Tous les auteurs s’accordent sur le caractère léger de ces notes, mais la principale question évoquée à propos de ces neumes concerne leur interprétation. Faut-il lier les strophicus en un seul son plus ou moins prolongé, ou répercuter individuellement les strophas? Selon tous les auteurs la répercussion est recommandable. Mais certains ont jugé, à tort selon nous, que cette répercussion n’était pas réalisable en chant de groupe, et qu’il valait mieux, alors, fondre les notes.
Dom Pothier expose brièvement dans Les mélodies grégoriennes ses vues sur ces neumes, regroupés avec d’autres dans un ensemble "pressus". Voici son texte (p.126) :
Lorsque plusieurs notes se rencontrent juxtaposées l’une à l’autre sur le même degré, elles se fondent en un seul son d’une durée proportionnelle au nombre des notes à exprimer. C’est le cas du pressus, du strophicus et de l’oriscus... Toutes ces notes redoublées, pressus, strophicus ou oriscus, sont nommées simplement pressus par beaucoup d’auteurs, spécialement par Jean de Muris. Nous avons vu cependant que dans certaines notations, ces signes étaient clairement distincts les uns des autres, et marquaient une manière de chanter propre à chaque espèce. Ainsi le pressus était une note appuyée, l’oriscus une note qui servait à lier des groupes ou des syllabes, le strophicus une suite de sons légèrement répercutés, c’est-à-dire vibrés sur la même corde, ou se balançant à un demi-ton de distance.
Dom Pothier admettrait donc une modulation de hauteur ? Mais deux pages plus loin il renonce, avec un certain regret, à ces fioritures (p.128):
Il serait à désirer que l’on pût rétablir dans le chant les signes d’ornement dont il vient d’être question. Leur suppression n’altère cependant pas la substance de la mélodie, et cette suppression est préférable à une exécution défectueuse de ces formules. Mieux vaut donc renoncer à la note trémulante du quilisma, aux sons vibrés du strophicus, à l’ondulation de la voix marquée par l’oriscus, que de mal exprimer ces nuances délicates. Il suffit, pour le strophicus et l’oriscus de prolonger le son, en proportion du nombre des notes qui se rencontrent, unies sur le même degré...
Dom Cardine consacre un très long chapitre à ces neumes, pour finalement recommander la répercussion individuelle des notes.
Dom Mocquereau consacre aussi de nombreuses pages à ce sujet, dont voici quelques lignes. Admettant la difficulté pour un chœur nombreux de répercuter correctement les notes des distrophas et tristrophas, il propose (N.M.I, p.338) :
a.
Conserver aux strophicus la valeur temporelle que la notation représente, deux temps à la distropha, trois à la tristropha, et
b.
Relier les deux ou trois apostrophas en un son unique accompagné d’un léger vibrato qui le distingue de la simple prolongation de la mora vocis, ou de la tenue plus compacte et plus ferme du pressus.

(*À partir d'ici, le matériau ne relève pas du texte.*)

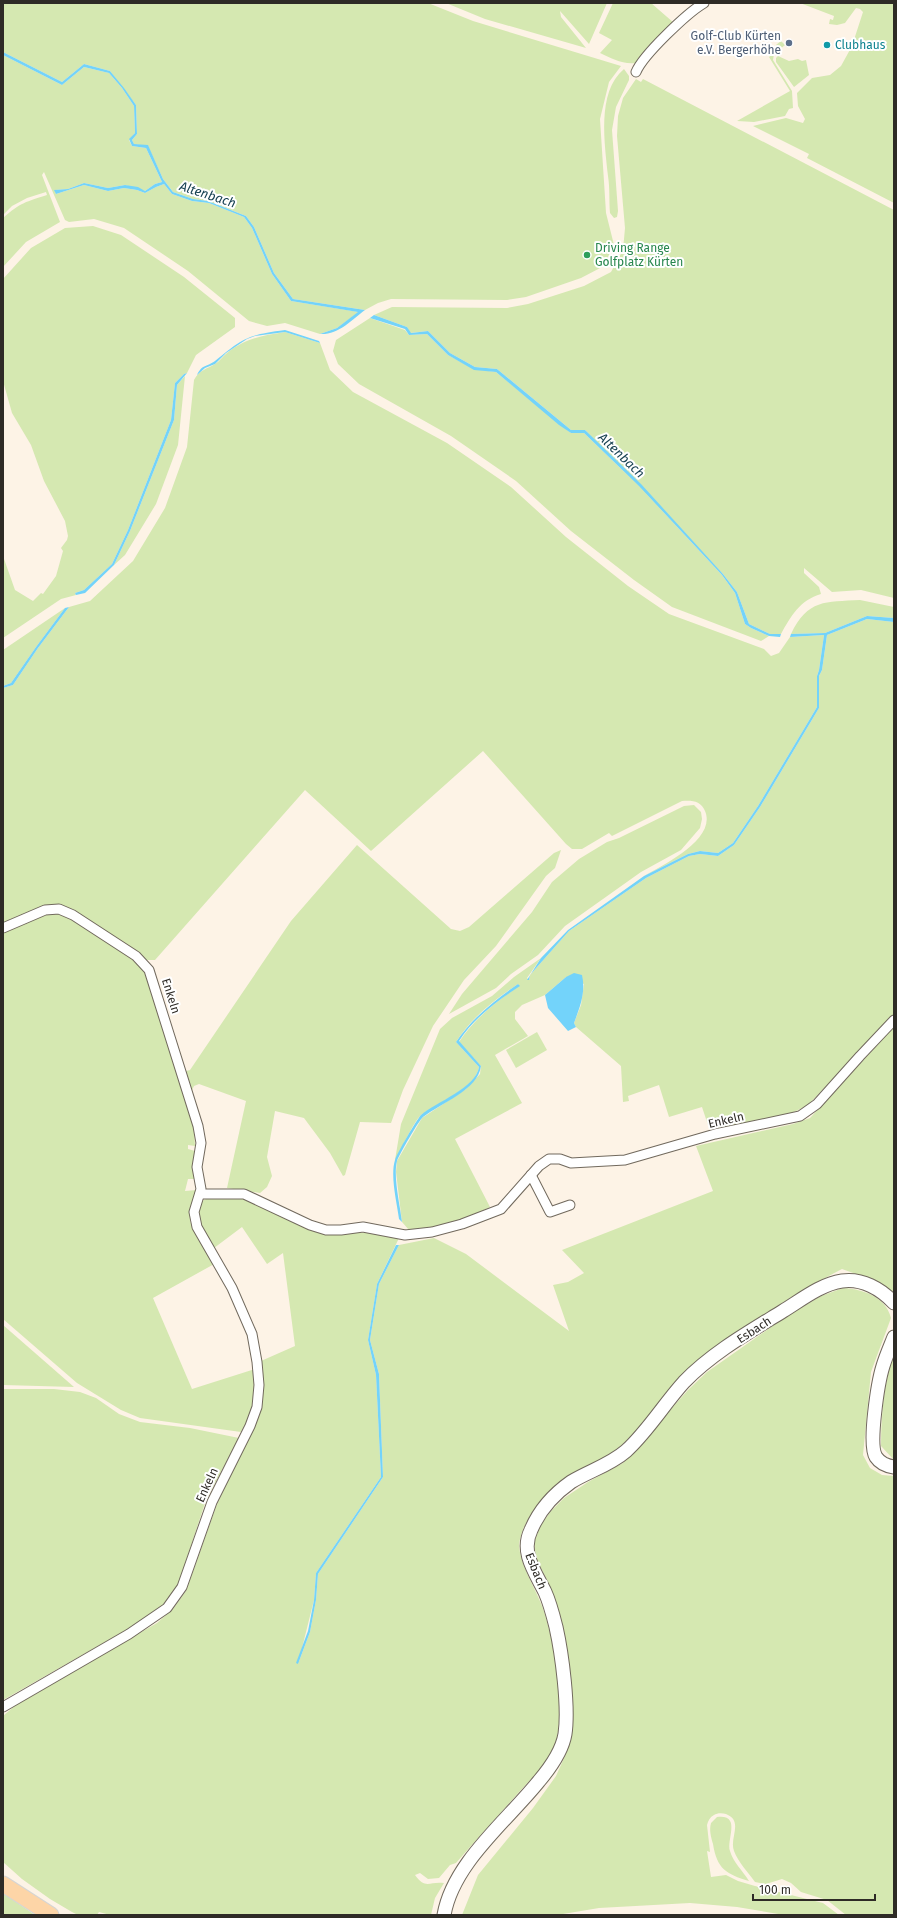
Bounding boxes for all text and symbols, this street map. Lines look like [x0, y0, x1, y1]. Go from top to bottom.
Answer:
place label: Golf-Club Kürten e.V. Bergerhöhe [691, 29, 781, 57]
marker: Golf-Club Kürten e.V. Bergerhöhe [784, 38, 794, 48]
place label: Clubhaus [835, 38, 886, 52]
marker: Clubhaus [822, 40, 832, 50]
water label: Altenbach [177, 178, 238, 211]
place label: Driving Range Golfplatz Kürten [595, 241, 683, 269]
marker: Driving Range Golfplatz Kürten [582, 250, 592, 260]
water label: Altenbach [595, 429, 648, 481]
street label: Enkeln [159, 977, 183, 1015]
street label: Enkeln [707, 1109, 745, 1131]
street label: Esbach [734, 1314, 774, 1346]
street label: Enkeln [193, 1466, 221, 1504]
street label: Esbach [522, 1551, 550, 1591]
scale bar [753, 1876, 875, 1902]
text: 100 m [759, 1883, 791, 1897]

Un peu plus loin il rappelle qu’autrefois dans les strophicus certaines notes étaient l’objet d’un fléchissement de la voix : au lieu de répéter le Do ou le Fa, elles tendaient à sonner le Si ou le Mi, un demi-ton plus bas. Ce qui ne manquait pas d’embarrasser les notateurs, d’où des variantes manuscrites significatives. La méthode conseillée ci-dessus introduisant un "léger vibrato", tendrait donc à imiter ces fléchissements et à se rapprocher ainsi de la pratique traditionnelle.

Essayons de conclure, en nous aidant de l’expérience personnelle.
En ce qui concerne la signification exacte des signes d’apostrophas, nous croyons que cette signification nous échappe encore. En effet, dans beaucoup d’exemples manuscrits, les signes de strophas auraient pu sans dommage mélodique être remplacés par des notes ordinaires, virgas ou punctums pour SG, punctums pour L, s’il ne s’était agi que de simples notes répercutées. La caractérisation graphique très nette des strophas par les notateurs devait nécessairement correspondre à une distinction auditive également nette, un effet vocal très spécifique, que nous ne pourrons probablement jamais identifier avec certitude.
En ce qui concerne l’exécution moderne des strophicus, nous estimons que la liaison des notes en un seul son prolongé, sous prétexte de "faciliter" le chant en groupe, est un remède pire que le mal. En effet que constate-t-on la plupart du temps dans les chorales, même de bon niveau ? En vertu de la loi du moindre effort, les chanteurs omettent de compter mentalement les temps, et prolongent souvent bien au-delà de deux ou trois temps la durée du strophicus, avec une reprise de la suite hésitante. Il est évident que des répercussions légères mais audibles, obligeraient tous les participants à rester ensemble et à respecter les durées indiquées.
Nous regrettons que les maîtres aient contribué à accréditer cette prétendue difficulté à exécuter en groupe correctement les répercussions des distrophas ou des tristrophas, car quand on y réfléchit, il s’agit simplement d’émettre deux ou trois notes consécutives dans le mouvement général, comme on le fait couramment pour un pes, une clivis, un torculus ou un porrectus. La différence est que, au lieu des variations de hauteur qui distinguent automatiquement les temps successifs des neumes courants, il faut dans le cas des strophicus introduire par les répercussions les distinctions des strophas successives. Ces répercussions doivent être aussi légères que possible, à la limite du minimum fonctionnel, suite de discrets crescendo-decrescendo. Si, sous la conduite du chef, les chanteurs restent toujours exactement synchrones, la chorale réussira des strophicus parfaits. Et pour les longs strophicus de plus de trois notes (jusqu’à six), le chef prendra soin, par sa battue, de décomposer l’ensemble en plusieurs groupes de deux ou trois strophas, en marquant, ou non, selon son goût, ces divisions par des appuis en tête de groupe.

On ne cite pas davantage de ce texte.